> To do: Exact duplicates of all the records are needed.

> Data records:
■ ■ ■ ■ ■ ■ ■
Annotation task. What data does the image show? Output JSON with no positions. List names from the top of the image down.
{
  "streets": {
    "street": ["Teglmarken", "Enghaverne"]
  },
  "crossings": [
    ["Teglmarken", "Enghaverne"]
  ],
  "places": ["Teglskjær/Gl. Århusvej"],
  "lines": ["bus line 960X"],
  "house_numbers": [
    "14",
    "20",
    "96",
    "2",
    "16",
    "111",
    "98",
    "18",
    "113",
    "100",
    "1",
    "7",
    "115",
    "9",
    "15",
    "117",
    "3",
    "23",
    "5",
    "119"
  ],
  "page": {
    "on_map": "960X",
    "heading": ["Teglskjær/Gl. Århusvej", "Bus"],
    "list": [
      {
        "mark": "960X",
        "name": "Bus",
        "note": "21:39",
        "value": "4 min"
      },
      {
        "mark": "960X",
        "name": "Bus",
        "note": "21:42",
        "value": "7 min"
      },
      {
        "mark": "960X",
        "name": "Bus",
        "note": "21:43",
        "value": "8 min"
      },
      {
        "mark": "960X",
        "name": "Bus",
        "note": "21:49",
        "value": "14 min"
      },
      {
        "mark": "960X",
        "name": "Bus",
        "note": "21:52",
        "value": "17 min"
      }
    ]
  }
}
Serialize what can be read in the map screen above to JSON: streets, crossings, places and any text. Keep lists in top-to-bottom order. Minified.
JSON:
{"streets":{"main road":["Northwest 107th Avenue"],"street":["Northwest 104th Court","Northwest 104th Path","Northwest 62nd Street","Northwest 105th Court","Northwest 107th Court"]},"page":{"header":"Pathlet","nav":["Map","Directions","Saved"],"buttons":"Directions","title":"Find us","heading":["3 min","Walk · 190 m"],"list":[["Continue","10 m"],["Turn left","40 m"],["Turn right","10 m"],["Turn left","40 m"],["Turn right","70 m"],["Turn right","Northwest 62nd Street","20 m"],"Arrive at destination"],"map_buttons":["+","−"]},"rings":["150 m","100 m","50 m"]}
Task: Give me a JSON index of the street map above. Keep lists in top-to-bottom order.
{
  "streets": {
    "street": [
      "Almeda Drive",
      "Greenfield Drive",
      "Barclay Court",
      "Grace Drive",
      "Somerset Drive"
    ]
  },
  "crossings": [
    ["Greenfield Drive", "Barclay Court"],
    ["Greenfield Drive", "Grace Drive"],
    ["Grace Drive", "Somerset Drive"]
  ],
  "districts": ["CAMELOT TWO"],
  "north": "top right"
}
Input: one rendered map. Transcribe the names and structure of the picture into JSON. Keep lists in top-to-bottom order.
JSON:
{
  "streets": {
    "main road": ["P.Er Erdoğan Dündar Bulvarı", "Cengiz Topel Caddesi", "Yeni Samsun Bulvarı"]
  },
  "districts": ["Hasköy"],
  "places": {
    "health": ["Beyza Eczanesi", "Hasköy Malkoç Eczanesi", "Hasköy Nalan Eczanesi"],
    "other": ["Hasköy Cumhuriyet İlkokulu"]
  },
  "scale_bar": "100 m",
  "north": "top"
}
■ ■ ■ ■ ■ ■ ■
> Written solution:
Annotation task. What data does the image show? Output JSON with no positions. List names from the top of the image down.
{
  "streets": {
    "street": ["Teglmarken", "Enghaverne"]
  },
  "crossings": [
    ["Teglmarken", "Enghaverne"]
  ],
  "places": ["Teglskjær/Gl. Århusvej"],
  "lines": ["bus line 960X"],
  "house_numbers": [
    "14",
    "20",
    "96",
    "2",
    "16",
    "111",
    "98",
    "18",
    "113",
    "100",
    "1",
    "7",
    "115",
    "9",
    "15",
    "117",
    "3",
    "23",
    "5",
    "119"
  ],
  "page": {
    "on_map": "960X",
    "heading": ["Teglskjær/Gl. Århusvej", "Bus"],
    "list": [
      {
        "mark": "960X",
        "name": "Bus",
        "note": "21:39",
        "value": "4 min"
      },
      {
        "mark": "960X",
        "name": "Bus",
        "note": "21:42",
        "value": "7 min"
      },
      {
        "mark": "960X",
        "name": "Bus",
        "note": "21:43",
        "value": "8 min"
      },
      {
        "mark": "960X",
        "name": "Bus",
        "note": "21:49",
        "value": "14 min"
      },
      {
        "mark": "960X",
        "name": "Bus",
        "note": "21:52",
        "value": "17 min"
      }
    ]
  }
}
Serialize what can be read in the map screen above to JSON: streets, crossings, places and any text. Keep lists in top-to-bottom order. Minified.
JSON:
{"streets":{"main road":["Northwest 107th Avenue"],"street":["Northwest 104th Court","Northwest 104th Path","Northwest 62nd Street","Northwest 105th Court","Northwest 107th Court"]},"page":{"header":"Pathlet","nav":["Map","Directions","Saved"],"buttons":"Directions","title":"Find us","heading":["3 min","Walk · 190 m"],"list":[["Continue","10 m"],["Turn left","40 m"],["Turn right","10 m"],["Turn left","40 m"],["Turn right","70 m"],["Turn right","Northwest 62nd Street","20 m"],"Arrive at destination"],"map_buttons":["+","−"]},"rings":["150 m","100 m","50 m"]}
Task: Give me a JSON index of the street map above. Keep lists in top-to-bottom order.
{
  "streets": {
    "street": [
      "Almeda Drive",
      "Greenfield Drive",
      "Barclay Court",
      "Grace Drive",
      "Somerset Drive"
    ]
  },
  "crossings": [
    ["Greenfield Drive", "Barclay Court"],
    ["Greenfield Drive", "Grace Drive"],
    ["Grace Drive", "Somerset Drive"]
  ],
  "districts": ["CAMELOT TWO"],
  "north": "top right"
}
Input: one rendered map. Transcribe the names and structure of the picture into JSON. Keep lists in top-to-bottom order.
JSON:
{
  "streets": {
    "main road": ["P.Er Erdoğan Dündar Bulvarı", "Cengiz Topel Caddesi", "Yeni Samsun Bulvarı"]
  },
  "districts": ["Hasköy"],
  "places": {
    "health": ["Beyza Eczanesi", "Hasköy Malkoç Eczanesi", "Hasköy Nalan Eczanesi"],
    "other": ["Hasköy Cumhuriyet İlkokulu"]
  },
  "scale_bar": "100 m",
  "north": "top"
}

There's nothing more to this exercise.